The large banks must find ways to continue to make their 6% profit annually. And higher profits come only from higher risks; there is no other route. So governments oblige by removing regulations, and banks get new high-risk space to move into. They push mortgages onto people who cannot afford them. They push credit cards so aggressively that even a dog can get one. And as they accumulate more and more risk, they hide it from view by repackaging it all into derivatives, which they sell to foreign banks. Eventually, the trade in derivatives becomes the new territory and banks turn into bookmakers, betting against themselves and taking a commission on each deal.
Meanwhile, cost gravity never stops. By 2013, the cost of running a 1980’s bank had fallen by 128,000 times. If it cost $10 per month to handle one customer in 1980, by 2013 it cost just over $75 per month for 1M customers. And by 2052, it will cost only $1.00 per month to handle the banking needs of every person on Earth.
The collapse happened because those ever-riskier bets didn’t pay off. It was predictable, and some people did predict it, yet there was a huge incentive for those involved to not think it through. You might feel as though it was criminally stupid to make those bets. Certainly, it was immoral to have the public purse pay the debt while still giving bonuses to all involved. In the end, every empire bets on borrowed time. It’s always the same, whether the time scale is “next quarter” or “next century.” Bank or beggar, life is always “so far, so good.”
When we understand that cost gravity caused the banking crash, we can try to predict the future of banking. Banking is an essential service. However, it cannot be profitable except by rolling back time and banning cheap information technology, or by creating artificial barriers to competition.

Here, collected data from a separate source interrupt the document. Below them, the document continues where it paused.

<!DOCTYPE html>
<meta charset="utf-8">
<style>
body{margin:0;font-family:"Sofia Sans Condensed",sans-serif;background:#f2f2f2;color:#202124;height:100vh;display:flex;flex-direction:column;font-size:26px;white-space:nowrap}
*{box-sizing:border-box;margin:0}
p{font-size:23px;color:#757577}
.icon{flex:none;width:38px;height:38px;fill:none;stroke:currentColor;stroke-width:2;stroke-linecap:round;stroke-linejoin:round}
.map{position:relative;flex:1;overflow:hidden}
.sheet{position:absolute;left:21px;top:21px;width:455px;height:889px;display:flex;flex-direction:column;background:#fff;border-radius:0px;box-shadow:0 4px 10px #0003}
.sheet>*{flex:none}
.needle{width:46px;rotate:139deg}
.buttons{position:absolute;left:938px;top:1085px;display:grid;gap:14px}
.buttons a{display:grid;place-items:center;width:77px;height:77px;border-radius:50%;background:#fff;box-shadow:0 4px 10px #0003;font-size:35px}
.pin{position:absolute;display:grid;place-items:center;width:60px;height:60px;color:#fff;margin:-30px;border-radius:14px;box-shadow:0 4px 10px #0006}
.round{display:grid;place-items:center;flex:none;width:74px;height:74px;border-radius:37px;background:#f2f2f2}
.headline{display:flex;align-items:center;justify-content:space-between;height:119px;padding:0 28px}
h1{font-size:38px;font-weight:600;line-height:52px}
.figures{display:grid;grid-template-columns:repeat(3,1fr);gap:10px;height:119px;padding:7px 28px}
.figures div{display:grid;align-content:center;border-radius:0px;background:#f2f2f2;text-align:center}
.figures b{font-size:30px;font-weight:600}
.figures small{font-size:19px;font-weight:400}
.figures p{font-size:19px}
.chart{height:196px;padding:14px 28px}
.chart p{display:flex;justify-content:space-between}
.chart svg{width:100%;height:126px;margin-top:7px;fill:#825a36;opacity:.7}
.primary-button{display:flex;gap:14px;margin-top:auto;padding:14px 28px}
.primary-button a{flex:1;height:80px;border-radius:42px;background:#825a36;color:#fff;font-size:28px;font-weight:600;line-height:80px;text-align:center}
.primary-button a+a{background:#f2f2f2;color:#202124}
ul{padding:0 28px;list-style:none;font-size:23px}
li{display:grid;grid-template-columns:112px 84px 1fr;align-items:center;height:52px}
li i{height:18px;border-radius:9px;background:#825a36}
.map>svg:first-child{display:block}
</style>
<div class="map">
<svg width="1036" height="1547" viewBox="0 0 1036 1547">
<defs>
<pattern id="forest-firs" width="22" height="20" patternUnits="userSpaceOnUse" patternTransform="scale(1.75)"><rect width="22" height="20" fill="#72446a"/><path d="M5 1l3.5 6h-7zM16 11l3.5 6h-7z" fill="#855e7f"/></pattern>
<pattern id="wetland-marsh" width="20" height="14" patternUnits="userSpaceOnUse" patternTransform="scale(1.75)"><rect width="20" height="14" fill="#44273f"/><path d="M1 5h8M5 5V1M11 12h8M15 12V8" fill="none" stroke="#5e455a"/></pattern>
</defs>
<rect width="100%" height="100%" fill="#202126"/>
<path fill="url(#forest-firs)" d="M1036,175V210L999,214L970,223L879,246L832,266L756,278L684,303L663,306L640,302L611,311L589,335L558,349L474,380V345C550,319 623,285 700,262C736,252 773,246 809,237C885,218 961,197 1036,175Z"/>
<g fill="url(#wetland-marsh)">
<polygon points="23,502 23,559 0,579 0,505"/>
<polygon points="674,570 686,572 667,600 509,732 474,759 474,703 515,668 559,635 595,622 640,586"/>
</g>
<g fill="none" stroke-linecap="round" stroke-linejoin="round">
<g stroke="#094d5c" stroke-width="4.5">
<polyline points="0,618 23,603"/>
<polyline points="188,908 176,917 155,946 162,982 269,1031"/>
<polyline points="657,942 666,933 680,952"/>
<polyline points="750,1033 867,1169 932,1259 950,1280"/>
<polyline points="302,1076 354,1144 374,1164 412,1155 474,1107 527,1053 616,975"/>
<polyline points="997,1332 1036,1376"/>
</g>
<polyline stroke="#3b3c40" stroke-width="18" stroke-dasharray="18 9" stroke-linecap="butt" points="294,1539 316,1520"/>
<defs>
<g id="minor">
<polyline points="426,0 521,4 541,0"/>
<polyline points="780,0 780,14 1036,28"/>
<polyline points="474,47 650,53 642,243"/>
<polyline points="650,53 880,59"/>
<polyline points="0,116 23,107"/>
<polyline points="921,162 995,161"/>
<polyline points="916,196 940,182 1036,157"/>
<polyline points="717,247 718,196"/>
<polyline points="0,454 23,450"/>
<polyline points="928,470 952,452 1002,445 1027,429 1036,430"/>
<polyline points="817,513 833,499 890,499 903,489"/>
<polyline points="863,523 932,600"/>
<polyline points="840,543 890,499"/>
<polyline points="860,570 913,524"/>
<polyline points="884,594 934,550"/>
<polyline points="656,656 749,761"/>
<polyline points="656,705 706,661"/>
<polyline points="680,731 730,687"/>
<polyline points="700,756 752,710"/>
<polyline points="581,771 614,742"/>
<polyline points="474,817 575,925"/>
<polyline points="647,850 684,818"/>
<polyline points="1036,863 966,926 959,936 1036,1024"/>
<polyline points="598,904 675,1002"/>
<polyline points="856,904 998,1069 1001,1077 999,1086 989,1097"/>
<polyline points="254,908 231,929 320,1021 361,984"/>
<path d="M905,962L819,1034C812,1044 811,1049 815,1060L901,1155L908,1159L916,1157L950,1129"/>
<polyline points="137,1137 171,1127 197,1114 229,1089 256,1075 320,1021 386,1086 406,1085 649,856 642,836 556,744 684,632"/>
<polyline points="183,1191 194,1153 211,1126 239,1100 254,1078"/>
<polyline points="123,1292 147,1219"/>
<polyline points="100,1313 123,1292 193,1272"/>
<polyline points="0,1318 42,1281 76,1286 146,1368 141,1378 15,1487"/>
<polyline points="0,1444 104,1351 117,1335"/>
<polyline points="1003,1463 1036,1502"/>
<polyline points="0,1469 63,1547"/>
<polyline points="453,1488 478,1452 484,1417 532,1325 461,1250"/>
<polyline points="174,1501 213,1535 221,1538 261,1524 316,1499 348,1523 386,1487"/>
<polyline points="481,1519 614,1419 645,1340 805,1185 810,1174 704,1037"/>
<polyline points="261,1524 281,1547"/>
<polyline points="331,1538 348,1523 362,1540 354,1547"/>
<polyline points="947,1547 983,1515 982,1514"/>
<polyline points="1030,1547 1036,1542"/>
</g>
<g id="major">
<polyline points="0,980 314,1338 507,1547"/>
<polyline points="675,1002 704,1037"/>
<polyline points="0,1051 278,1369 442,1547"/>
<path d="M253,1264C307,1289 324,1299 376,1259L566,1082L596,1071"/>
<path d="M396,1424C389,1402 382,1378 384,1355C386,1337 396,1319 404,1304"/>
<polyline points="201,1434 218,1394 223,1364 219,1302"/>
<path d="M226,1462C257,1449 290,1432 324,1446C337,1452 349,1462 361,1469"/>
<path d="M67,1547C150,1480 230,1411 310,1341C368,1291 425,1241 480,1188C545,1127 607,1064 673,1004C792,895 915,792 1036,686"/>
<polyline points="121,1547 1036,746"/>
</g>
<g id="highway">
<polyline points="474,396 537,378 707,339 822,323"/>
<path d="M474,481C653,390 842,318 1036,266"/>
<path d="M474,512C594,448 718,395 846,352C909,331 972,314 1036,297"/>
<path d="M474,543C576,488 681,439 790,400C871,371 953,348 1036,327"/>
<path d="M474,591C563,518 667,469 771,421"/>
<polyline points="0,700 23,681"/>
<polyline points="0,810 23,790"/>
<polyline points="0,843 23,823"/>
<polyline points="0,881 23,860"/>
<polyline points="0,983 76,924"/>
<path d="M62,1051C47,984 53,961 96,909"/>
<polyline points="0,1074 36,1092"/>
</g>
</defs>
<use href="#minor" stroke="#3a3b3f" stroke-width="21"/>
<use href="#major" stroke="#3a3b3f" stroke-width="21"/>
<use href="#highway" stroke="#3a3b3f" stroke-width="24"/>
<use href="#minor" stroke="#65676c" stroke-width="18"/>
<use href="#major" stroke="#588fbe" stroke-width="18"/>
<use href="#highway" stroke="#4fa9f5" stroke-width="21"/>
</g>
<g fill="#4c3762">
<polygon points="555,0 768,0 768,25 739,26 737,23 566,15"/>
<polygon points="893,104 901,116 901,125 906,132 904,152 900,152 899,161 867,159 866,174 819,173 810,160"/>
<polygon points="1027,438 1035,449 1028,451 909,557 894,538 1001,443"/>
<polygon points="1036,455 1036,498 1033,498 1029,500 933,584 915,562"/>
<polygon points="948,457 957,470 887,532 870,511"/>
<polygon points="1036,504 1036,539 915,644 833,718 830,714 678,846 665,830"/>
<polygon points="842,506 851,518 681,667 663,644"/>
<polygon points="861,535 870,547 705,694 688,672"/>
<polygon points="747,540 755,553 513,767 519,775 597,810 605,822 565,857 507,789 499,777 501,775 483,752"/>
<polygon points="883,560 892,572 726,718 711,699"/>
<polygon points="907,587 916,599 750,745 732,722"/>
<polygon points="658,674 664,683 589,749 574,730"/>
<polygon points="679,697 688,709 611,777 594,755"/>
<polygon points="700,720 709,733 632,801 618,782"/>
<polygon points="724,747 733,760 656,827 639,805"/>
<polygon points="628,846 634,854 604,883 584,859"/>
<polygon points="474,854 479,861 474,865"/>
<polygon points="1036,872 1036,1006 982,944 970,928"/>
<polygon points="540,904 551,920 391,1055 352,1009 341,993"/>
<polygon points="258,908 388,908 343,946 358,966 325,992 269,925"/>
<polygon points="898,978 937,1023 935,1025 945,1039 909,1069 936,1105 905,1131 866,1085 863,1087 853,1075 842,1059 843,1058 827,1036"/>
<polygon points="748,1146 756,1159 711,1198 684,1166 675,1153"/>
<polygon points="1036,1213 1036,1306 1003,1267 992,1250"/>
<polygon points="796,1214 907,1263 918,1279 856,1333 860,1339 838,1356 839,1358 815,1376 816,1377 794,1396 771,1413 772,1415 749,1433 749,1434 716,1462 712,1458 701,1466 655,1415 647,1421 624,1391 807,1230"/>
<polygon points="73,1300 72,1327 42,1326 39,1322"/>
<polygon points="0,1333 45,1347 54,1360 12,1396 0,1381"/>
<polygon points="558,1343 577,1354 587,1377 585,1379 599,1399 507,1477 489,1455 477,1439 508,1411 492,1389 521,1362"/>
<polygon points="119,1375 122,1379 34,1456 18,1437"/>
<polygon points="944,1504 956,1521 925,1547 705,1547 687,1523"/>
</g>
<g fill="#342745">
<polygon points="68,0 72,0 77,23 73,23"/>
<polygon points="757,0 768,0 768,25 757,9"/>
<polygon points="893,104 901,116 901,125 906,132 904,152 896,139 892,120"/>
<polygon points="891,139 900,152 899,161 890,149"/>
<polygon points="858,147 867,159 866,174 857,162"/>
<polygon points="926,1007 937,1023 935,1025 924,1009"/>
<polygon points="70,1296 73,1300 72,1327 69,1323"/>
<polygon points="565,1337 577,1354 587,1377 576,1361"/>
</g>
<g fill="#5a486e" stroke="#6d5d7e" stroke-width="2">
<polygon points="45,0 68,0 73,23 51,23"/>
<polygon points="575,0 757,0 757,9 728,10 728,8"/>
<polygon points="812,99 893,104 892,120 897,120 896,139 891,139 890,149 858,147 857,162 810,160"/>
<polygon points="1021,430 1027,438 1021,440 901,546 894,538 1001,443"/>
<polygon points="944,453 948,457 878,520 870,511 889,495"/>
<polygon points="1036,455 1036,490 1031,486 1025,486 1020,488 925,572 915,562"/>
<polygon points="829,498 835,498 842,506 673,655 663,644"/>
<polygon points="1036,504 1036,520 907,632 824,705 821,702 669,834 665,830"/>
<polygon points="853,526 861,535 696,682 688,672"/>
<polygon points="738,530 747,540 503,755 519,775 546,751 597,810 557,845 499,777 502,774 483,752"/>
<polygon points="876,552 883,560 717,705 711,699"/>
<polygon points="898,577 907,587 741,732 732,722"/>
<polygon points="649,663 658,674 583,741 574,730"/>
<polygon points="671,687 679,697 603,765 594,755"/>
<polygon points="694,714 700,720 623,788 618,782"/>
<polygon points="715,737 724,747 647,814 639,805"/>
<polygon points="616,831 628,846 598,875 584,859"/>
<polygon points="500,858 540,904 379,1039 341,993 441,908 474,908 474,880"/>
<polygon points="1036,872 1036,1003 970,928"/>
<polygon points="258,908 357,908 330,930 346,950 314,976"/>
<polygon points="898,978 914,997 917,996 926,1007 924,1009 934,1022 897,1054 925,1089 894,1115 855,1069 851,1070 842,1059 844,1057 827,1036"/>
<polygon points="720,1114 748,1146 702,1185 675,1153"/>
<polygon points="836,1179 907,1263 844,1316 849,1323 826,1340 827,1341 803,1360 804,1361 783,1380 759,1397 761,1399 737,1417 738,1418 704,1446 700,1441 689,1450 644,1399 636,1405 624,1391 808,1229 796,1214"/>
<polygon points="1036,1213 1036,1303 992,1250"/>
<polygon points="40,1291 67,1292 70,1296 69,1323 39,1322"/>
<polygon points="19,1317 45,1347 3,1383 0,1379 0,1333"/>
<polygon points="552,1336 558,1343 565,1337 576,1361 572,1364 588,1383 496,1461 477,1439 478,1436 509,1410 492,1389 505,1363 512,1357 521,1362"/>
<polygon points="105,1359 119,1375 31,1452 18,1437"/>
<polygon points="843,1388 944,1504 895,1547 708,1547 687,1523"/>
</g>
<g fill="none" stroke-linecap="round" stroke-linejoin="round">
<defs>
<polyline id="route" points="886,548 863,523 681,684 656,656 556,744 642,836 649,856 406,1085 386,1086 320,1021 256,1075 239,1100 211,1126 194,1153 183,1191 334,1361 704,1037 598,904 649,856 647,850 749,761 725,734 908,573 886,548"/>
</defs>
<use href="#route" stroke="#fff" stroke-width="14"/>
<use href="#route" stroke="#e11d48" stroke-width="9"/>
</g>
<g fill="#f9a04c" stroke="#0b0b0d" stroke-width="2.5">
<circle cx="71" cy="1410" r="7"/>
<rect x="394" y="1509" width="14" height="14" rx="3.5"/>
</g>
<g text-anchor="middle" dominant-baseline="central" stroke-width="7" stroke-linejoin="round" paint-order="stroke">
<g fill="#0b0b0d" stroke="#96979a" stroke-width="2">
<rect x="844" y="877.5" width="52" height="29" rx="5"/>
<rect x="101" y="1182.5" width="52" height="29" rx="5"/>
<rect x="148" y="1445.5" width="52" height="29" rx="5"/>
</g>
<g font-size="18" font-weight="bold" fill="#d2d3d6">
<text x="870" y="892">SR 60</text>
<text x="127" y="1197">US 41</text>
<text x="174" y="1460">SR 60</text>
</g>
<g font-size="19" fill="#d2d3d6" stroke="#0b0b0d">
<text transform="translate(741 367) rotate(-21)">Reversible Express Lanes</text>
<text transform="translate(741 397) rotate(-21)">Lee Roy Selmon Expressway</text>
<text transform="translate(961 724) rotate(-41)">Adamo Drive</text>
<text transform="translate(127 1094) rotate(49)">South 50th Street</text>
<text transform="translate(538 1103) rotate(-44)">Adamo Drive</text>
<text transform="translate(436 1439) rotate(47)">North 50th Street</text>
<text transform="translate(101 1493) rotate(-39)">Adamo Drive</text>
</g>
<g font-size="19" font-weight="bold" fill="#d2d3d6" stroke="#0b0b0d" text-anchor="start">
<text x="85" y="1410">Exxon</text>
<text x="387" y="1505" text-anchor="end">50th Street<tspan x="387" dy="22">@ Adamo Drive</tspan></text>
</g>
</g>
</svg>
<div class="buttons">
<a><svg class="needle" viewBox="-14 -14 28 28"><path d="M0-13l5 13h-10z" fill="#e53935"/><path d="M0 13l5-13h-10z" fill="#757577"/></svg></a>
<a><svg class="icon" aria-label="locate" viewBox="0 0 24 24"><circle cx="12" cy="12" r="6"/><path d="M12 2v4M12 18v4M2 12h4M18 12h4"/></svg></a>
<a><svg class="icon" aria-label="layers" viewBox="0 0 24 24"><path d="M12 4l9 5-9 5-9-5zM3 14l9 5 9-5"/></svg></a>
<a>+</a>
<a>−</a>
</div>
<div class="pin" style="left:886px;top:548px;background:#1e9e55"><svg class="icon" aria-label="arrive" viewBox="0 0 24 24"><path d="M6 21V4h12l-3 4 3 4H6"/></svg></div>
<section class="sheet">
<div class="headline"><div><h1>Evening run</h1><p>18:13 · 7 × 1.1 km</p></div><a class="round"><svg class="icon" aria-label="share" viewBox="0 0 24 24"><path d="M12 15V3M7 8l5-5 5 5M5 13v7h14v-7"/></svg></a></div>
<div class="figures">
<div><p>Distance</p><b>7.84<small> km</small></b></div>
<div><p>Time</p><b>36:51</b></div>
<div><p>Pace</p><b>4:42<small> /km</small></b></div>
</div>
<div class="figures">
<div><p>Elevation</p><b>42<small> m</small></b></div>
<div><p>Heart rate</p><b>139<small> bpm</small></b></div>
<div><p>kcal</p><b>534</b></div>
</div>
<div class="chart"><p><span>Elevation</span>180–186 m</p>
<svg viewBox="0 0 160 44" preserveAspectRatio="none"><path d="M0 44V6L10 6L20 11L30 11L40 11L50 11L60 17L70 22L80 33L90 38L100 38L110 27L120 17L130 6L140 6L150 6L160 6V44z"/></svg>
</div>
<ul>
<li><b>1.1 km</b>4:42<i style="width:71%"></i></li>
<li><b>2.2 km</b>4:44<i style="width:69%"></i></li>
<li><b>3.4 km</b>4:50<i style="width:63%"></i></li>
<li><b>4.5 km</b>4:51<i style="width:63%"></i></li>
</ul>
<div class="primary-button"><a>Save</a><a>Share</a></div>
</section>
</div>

There seem to be two plausible outcomes. One is to nationalize the large banks and turn banking and insurance into a not-for-profit service of the state. Europe seems to be going this way. As part of their rescue packages, many countries took control of failing banks like ING, BNPParibasFortis, Dexia, and ABNAmro, and cleaned out the existing management. Whistle blowers have helped the new technocrat owners launch prosecutions for manipulation of share prices and other forms of fraud. Ironically, 20 years ago and before the trend of privatization, many of these banks were publicly owned state banks.
In the US, the trend is quite different. Instead of intervening in the running of the banks, the US government intervened in the markets. They helped the largest banks like JPMorgan Chase & Co. buy up their competitors at fire sale prices, keep their existing management with no investigations or prosecutions, and gain monopoly control over the market to extract profits as before. The US approach seems similar to how mobile phone operators have an effective cartel, with government support, to extort profits from phone and Internet users.